▶ _EXERCISE OBJECTIVE_
In the listing below, how many lines contain the string "bubble"? Reply with the number alone.

▶ _SUPPLIED INFORMATION_
== Segment start ==
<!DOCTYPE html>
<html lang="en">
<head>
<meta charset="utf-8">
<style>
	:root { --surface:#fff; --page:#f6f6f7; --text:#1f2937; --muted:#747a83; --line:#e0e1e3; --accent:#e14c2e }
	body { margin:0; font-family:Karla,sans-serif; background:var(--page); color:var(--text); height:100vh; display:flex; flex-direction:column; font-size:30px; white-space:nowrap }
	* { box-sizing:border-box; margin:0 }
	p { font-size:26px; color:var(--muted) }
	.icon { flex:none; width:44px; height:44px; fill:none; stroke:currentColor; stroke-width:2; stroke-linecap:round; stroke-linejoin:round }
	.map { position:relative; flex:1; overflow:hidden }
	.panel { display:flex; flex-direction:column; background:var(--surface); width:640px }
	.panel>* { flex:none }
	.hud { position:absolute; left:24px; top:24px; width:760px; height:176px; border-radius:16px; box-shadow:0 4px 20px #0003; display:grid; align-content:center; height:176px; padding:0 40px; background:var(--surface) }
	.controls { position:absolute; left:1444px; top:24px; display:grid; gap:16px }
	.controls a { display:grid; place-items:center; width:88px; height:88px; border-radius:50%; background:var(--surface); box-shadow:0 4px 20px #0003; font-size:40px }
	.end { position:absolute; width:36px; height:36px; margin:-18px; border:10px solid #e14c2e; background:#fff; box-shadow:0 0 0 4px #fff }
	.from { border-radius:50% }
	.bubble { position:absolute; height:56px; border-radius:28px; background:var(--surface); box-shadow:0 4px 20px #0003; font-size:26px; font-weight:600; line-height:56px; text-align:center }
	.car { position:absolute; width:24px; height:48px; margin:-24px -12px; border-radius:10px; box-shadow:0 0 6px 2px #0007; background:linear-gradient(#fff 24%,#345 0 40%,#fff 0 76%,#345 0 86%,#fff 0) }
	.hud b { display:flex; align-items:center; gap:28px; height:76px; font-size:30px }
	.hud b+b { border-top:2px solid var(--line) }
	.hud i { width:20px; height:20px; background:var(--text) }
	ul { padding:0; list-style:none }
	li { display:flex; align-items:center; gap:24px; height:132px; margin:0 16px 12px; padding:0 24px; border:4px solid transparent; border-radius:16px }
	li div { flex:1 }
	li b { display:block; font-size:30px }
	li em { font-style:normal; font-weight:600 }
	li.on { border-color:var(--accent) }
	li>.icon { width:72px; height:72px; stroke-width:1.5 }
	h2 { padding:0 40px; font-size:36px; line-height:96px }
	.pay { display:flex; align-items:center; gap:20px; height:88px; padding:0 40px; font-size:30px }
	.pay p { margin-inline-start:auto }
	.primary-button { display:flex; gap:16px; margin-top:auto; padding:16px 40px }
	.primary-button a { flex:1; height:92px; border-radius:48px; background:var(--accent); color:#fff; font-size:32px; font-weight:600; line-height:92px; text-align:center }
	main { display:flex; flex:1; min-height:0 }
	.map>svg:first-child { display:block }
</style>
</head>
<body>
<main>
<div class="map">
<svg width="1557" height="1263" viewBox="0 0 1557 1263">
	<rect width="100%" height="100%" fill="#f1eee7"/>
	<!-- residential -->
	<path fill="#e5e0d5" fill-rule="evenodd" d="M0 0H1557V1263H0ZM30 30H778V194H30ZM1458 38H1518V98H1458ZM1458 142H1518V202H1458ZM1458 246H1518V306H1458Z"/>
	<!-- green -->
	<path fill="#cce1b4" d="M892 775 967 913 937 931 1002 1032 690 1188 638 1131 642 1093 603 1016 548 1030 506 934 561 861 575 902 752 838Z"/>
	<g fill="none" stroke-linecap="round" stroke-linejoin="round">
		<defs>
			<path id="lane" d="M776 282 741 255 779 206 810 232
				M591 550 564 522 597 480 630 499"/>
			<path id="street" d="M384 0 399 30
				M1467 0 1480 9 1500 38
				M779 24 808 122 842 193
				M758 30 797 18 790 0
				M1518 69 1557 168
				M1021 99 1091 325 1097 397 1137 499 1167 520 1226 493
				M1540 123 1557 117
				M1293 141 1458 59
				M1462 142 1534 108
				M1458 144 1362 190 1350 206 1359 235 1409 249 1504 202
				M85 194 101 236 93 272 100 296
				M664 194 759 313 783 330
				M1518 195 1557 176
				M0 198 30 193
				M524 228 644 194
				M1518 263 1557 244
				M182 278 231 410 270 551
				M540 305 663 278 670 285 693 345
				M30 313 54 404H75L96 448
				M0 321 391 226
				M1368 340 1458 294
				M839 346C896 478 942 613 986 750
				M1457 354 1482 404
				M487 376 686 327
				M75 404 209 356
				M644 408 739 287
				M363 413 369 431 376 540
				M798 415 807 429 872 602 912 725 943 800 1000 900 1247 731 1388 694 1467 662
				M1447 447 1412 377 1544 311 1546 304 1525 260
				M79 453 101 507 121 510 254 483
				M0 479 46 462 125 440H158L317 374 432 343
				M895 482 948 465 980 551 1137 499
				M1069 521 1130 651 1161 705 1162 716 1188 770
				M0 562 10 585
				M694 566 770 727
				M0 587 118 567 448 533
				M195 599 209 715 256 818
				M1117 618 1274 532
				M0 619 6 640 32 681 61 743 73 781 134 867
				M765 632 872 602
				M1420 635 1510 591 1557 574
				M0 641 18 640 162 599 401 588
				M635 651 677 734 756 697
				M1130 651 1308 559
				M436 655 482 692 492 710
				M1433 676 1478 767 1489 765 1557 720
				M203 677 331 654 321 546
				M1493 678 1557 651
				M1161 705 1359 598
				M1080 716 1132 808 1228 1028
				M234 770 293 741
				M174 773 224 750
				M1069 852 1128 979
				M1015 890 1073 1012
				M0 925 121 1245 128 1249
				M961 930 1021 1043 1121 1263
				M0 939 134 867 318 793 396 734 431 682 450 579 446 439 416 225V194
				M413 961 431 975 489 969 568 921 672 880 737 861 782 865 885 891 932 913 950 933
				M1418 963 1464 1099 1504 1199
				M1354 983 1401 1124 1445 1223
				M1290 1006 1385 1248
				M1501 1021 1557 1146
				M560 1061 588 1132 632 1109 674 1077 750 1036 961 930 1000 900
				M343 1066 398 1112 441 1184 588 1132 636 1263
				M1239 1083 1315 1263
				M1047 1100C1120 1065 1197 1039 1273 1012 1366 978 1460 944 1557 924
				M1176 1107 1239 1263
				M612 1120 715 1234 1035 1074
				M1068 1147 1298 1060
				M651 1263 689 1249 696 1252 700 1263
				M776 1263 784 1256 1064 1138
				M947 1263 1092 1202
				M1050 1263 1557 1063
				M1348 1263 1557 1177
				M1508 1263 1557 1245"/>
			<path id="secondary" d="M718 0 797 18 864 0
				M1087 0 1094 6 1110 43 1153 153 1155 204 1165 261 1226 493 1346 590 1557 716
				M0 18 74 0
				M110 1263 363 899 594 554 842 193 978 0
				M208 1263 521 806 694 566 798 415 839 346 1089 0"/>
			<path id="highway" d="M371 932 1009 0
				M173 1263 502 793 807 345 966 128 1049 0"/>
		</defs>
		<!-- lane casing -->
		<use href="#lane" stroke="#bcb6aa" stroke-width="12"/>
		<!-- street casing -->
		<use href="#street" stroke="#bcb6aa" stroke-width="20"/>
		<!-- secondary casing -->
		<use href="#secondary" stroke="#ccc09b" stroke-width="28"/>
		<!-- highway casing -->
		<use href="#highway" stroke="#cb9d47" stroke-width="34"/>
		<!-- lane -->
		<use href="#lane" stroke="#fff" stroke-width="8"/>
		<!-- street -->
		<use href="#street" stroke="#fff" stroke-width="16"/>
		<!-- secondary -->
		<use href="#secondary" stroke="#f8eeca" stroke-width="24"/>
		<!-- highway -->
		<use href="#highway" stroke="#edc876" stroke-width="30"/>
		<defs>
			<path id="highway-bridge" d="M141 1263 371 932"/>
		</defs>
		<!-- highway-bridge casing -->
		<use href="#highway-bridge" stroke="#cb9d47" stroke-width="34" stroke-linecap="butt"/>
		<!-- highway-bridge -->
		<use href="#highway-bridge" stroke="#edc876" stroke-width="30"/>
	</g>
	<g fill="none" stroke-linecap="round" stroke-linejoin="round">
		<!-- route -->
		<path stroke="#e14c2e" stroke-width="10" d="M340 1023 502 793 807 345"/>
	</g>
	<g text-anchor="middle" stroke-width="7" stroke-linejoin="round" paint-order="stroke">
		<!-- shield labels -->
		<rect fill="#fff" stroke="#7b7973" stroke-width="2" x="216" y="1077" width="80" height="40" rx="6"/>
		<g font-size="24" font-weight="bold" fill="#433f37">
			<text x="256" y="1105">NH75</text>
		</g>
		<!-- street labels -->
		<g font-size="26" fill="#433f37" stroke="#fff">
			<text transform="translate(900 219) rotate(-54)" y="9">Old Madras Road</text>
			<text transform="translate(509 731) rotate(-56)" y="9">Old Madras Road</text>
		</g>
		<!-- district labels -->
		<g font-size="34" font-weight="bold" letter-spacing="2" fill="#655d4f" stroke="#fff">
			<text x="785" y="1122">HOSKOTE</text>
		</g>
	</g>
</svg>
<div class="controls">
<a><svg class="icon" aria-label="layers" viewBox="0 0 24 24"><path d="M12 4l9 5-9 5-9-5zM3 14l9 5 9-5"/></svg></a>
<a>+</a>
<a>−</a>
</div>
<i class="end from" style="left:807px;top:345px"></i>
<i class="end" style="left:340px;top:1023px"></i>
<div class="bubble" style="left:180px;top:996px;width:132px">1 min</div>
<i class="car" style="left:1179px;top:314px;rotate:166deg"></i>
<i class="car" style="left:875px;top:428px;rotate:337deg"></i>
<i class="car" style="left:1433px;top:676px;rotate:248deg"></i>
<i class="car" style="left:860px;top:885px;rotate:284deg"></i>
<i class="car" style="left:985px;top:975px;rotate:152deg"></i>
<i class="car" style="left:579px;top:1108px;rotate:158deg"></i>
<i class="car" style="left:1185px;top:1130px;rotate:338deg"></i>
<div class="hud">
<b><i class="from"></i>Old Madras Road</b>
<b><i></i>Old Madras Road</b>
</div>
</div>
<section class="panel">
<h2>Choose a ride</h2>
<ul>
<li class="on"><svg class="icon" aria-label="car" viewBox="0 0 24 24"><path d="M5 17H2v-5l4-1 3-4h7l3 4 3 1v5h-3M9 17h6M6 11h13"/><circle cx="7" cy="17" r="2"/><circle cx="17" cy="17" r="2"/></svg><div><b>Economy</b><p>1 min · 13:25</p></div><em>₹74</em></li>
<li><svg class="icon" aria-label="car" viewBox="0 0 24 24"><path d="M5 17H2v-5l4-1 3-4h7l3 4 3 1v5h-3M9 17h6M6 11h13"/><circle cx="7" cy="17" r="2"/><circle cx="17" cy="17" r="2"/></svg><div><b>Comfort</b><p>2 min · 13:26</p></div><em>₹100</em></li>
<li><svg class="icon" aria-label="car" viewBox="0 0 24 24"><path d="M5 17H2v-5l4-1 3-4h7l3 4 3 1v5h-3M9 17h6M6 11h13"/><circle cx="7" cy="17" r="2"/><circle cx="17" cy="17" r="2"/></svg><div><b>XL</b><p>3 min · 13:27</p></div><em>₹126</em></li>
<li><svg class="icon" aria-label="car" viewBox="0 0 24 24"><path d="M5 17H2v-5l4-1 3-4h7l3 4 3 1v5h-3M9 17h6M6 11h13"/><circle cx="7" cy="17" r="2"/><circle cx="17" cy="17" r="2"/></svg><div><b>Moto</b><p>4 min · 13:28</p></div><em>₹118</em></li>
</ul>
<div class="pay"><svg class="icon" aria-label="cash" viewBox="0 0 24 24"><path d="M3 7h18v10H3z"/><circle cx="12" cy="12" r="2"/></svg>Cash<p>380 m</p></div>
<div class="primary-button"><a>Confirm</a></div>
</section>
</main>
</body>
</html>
== Segment end ==
▶ _OUTPUT OF THE TASK_
2